Only lines containing "place" are wanted from the data below. Copy those lines.

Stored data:
= = = =

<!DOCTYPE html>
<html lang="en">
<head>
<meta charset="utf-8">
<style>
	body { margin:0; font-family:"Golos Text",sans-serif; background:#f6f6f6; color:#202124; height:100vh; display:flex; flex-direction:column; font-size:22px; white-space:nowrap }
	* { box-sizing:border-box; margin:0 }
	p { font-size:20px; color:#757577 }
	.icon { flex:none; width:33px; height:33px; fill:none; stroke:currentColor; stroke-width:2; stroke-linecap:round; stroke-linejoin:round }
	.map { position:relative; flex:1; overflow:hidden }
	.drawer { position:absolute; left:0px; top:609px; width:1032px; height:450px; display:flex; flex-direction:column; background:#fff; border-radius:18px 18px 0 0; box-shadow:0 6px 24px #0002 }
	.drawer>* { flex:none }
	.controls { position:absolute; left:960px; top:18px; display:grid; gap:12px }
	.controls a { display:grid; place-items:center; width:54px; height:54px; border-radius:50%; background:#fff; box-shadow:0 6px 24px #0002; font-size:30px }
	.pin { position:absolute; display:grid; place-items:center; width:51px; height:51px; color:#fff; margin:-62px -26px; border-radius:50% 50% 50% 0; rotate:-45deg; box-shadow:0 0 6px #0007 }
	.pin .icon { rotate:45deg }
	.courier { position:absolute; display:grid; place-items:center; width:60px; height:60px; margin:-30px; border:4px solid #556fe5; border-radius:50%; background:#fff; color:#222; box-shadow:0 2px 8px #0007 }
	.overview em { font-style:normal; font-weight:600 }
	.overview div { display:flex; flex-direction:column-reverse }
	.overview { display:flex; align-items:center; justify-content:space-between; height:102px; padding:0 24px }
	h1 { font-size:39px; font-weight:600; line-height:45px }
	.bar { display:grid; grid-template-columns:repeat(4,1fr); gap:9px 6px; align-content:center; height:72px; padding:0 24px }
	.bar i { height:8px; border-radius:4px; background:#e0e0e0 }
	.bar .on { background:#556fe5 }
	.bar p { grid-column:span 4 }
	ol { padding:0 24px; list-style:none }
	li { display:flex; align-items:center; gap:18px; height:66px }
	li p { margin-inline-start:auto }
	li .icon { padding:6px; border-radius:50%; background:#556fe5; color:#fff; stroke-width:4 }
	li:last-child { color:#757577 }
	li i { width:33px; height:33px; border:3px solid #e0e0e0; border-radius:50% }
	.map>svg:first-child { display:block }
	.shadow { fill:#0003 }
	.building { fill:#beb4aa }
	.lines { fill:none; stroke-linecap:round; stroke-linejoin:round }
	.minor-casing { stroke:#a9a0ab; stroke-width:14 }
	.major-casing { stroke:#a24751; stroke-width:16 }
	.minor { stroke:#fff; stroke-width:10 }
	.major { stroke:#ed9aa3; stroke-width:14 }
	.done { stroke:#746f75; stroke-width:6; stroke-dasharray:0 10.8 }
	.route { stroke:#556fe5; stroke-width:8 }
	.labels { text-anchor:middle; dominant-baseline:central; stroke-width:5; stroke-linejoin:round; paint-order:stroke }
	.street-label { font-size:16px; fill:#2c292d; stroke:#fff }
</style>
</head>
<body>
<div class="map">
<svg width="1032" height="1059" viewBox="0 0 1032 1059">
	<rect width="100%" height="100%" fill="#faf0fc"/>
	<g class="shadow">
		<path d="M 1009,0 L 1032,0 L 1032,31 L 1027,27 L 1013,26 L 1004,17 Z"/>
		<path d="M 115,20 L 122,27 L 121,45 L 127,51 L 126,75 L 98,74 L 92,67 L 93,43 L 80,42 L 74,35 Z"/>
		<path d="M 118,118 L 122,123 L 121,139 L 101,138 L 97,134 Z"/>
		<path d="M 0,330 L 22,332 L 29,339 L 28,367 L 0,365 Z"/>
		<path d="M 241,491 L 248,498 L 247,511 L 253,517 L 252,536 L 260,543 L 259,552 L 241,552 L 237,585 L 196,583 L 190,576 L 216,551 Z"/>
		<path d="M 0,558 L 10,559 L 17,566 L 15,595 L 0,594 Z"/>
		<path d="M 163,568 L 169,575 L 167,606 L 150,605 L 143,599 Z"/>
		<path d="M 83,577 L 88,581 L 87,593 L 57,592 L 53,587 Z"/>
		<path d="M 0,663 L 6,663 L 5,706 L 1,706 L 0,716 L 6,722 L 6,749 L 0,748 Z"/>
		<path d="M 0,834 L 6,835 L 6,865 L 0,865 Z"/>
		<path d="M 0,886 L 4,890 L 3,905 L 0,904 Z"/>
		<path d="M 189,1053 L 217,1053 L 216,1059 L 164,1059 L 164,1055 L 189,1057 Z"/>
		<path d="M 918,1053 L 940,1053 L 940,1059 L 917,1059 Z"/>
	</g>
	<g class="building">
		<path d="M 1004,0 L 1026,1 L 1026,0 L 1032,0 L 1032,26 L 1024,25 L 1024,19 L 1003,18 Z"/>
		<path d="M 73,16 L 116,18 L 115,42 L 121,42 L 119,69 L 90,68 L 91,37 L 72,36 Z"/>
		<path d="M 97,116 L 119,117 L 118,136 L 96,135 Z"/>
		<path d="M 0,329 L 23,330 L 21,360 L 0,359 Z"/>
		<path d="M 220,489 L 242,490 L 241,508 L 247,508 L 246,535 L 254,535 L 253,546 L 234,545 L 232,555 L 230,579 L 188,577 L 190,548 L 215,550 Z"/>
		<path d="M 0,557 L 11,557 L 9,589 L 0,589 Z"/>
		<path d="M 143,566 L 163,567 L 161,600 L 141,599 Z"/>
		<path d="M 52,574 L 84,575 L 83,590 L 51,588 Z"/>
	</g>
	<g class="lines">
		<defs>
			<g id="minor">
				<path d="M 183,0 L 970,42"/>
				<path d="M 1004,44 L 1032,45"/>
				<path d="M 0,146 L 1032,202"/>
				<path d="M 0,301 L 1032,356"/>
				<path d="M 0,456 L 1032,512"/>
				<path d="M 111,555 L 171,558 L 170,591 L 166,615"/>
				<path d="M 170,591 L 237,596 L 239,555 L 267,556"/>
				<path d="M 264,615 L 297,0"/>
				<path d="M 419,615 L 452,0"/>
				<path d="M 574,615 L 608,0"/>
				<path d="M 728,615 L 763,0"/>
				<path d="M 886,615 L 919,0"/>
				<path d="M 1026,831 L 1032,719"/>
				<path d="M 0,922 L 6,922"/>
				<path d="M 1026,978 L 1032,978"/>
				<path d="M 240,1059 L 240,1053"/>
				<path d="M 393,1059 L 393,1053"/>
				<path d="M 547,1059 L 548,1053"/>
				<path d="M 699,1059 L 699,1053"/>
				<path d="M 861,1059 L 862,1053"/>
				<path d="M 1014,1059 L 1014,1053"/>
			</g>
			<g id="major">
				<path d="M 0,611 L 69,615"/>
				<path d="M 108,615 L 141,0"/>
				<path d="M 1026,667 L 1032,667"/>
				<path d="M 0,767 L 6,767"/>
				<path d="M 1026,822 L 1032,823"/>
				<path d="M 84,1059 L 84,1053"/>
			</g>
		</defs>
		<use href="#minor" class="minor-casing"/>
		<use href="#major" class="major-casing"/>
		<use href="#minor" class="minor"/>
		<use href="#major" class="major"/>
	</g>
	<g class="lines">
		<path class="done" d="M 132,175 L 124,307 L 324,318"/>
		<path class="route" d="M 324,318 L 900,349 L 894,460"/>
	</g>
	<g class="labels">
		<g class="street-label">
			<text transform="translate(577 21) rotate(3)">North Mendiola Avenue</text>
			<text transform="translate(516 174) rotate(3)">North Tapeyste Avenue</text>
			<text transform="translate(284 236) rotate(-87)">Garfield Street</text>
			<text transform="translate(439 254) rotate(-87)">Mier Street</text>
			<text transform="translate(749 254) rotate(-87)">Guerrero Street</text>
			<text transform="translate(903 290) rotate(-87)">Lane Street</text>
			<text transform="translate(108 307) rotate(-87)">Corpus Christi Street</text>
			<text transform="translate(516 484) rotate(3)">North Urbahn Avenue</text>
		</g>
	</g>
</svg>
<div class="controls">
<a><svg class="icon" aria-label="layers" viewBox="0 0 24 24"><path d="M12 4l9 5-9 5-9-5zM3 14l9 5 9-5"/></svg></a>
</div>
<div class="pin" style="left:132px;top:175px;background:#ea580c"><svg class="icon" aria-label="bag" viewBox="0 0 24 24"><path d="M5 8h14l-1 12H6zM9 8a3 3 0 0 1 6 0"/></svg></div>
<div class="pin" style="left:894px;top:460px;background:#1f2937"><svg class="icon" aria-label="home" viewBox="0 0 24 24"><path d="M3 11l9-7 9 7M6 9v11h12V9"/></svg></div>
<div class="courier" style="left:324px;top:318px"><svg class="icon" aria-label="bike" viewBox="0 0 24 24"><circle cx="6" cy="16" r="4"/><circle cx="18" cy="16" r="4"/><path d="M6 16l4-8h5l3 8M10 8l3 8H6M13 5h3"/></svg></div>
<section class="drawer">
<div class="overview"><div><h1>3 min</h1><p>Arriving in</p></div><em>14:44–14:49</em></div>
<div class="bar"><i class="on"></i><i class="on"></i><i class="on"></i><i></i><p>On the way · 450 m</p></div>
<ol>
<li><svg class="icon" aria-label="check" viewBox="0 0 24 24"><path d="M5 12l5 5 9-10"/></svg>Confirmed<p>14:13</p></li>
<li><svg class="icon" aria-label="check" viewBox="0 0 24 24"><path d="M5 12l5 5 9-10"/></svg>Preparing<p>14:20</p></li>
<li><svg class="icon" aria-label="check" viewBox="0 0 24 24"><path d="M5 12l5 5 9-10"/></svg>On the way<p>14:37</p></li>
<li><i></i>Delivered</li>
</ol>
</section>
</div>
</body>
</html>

= = = =

* Task solution *
	.controls a { display:grid; place-items:center; width:54px; height:54px; border-radius:50%; background:#fff; box-shadow:0 6px 24px #0002; font-size:30px }
	.pin { position:absolute; display:grid; place-items:center; width:51px; height:51px; color:#fff; margin:-62px -26px; border-radius:50% 50% 50% 0; rotate:-45deg; box-shadow:0 0 6px #0007 }
	.courier { position:absolute; display:grid; place-items:center; width:60px; height:60px; margin:-30px; border:4px solid #556fe5; border-radius:50%; background:#fff; color:#222; box-shadow:0 2px 8px #0007 }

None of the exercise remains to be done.